(Data to use begins)
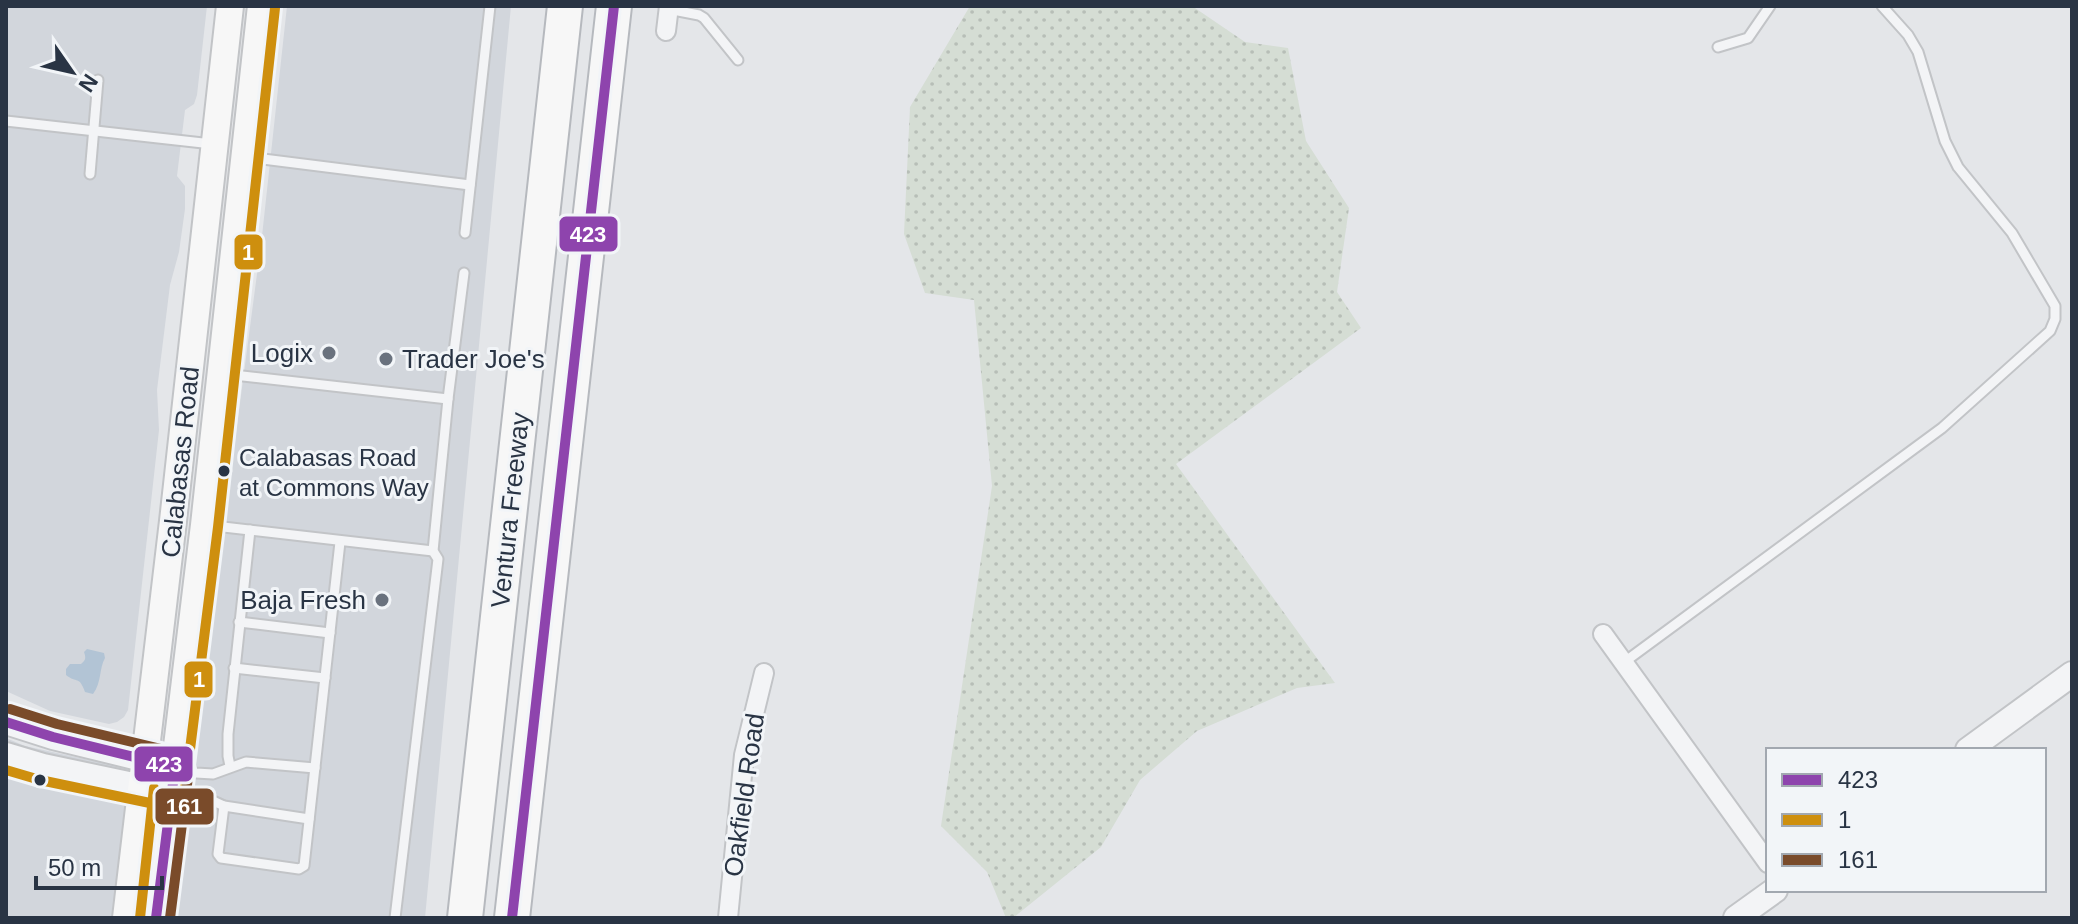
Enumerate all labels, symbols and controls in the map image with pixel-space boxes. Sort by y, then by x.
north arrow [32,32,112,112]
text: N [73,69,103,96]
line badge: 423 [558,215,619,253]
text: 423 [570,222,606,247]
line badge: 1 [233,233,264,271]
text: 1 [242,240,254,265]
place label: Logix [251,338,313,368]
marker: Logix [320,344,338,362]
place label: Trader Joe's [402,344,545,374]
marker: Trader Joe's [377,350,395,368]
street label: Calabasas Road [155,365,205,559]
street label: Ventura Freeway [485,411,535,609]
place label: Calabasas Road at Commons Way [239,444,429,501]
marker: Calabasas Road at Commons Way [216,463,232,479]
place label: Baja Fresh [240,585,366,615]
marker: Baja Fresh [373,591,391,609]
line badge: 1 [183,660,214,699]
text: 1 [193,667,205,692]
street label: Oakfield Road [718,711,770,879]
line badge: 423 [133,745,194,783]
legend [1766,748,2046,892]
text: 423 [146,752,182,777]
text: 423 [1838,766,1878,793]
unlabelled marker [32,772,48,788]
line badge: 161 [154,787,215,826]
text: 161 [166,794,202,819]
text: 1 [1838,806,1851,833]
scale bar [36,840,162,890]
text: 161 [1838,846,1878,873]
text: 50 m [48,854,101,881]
(Data to use ends)
> Problem details
Only the number should be given: how many lines in the entries above contain the string "street"?

> Expected output
3